▶ [Aim of the task] If a line holds the word "Betty", copy it from the entries.

▶ [Records supplied]
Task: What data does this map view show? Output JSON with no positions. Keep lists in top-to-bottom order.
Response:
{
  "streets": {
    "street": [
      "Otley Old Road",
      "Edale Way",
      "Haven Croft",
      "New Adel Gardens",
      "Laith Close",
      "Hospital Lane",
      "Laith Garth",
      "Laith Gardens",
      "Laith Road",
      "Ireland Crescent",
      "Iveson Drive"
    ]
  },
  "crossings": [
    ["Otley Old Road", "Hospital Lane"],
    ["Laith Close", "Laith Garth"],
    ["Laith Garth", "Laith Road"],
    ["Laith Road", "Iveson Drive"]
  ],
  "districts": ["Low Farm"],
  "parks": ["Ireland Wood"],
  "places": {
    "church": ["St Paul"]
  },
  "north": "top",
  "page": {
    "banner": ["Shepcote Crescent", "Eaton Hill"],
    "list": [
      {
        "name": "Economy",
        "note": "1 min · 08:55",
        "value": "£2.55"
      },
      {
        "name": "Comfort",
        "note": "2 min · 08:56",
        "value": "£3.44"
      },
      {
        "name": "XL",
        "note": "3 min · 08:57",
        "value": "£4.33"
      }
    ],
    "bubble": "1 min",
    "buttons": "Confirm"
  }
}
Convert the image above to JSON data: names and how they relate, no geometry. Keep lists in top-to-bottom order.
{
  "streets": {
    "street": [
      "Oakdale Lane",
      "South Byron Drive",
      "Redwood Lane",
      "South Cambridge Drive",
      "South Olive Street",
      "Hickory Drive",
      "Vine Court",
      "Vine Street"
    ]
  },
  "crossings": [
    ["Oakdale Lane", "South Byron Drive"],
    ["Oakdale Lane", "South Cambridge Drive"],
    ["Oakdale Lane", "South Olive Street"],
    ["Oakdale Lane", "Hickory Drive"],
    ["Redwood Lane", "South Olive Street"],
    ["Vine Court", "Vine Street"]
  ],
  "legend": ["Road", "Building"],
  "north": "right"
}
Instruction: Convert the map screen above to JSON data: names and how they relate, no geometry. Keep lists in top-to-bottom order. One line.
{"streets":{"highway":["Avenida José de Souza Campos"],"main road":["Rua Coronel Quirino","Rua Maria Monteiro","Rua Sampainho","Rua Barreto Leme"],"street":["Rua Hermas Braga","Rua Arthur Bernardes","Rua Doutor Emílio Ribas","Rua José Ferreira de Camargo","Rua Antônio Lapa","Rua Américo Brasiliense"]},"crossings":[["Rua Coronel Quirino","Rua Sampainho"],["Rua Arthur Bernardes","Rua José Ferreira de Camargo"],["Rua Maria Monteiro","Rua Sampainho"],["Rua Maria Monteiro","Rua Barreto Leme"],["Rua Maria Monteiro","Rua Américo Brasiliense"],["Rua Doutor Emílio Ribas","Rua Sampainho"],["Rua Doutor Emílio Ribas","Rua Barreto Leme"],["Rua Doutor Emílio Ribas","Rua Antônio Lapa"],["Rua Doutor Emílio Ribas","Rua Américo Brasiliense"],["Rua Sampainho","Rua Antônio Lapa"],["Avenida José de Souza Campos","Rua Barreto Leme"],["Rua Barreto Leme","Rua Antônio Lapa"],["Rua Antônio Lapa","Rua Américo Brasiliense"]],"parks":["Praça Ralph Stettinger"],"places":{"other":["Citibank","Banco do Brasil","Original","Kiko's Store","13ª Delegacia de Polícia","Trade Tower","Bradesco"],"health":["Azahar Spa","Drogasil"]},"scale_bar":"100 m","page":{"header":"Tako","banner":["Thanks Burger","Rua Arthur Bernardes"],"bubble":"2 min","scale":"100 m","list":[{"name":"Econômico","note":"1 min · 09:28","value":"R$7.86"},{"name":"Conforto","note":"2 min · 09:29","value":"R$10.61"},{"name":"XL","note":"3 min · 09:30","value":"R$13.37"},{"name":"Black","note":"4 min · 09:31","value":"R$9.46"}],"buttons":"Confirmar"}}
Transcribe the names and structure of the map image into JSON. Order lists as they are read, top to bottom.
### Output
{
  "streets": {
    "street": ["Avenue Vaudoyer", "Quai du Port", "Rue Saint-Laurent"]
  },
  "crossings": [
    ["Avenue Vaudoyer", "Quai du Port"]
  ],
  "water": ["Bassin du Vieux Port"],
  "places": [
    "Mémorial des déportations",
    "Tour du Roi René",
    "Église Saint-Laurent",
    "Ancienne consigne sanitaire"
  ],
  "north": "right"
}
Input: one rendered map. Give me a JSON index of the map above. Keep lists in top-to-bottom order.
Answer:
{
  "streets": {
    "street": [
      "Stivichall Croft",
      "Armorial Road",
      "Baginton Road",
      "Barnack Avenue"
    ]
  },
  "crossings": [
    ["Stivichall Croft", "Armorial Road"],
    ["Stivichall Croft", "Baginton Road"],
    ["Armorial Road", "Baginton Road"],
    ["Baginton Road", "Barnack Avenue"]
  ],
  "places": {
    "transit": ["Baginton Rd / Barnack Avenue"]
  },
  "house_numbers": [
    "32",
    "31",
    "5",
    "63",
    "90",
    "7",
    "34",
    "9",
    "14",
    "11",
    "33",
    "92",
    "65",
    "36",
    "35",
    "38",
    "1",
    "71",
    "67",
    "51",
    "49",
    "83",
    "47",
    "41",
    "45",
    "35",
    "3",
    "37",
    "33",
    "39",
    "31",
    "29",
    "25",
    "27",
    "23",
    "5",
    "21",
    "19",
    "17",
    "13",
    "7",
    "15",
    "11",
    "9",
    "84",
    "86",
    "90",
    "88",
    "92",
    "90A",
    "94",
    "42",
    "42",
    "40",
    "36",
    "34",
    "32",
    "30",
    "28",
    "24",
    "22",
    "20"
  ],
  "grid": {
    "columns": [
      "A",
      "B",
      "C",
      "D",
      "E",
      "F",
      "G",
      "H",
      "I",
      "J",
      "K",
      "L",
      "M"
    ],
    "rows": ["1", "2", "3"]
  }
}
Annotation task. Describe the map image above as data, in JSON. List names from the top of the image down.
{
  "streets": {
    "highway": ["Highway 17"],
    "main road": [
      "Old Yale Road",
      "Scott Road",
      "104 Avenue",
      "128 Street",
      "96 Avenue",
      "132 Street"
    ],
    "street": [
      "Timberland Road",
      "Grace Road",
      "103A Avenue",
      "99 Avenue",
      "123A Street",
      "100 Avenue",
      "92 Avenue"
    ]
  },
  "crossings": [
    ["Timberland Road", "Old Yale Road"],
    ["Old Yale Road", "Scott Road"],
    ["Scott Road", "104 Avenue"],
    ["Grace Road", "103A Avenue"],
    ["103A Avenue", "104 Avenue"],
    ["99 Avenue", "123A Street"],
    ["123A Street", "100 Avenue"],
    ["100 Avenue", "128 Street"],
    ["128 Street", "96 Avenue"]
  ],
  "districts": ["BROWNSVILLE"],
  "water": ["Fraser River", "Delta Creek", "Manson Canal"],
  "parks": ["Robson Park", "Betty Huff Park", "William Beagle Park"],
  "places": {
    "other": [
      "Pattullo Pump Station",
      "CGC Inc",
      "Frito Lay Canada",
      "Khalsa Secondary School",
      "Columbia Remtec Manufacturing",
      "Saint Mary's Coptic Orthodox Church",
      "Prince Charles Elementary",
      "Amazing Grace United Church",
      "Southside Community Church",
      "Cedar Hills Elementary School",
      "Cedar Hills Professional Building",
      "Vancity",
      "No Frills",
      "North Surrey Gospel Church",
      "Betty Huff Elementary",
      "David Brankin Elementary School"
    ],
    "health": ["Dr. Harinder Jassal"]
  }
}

▶ [Task result]
  "parks": ["Robson Park", "Betty Huff Park", "William Beagle Park"],
      "Betty Huff Elementary",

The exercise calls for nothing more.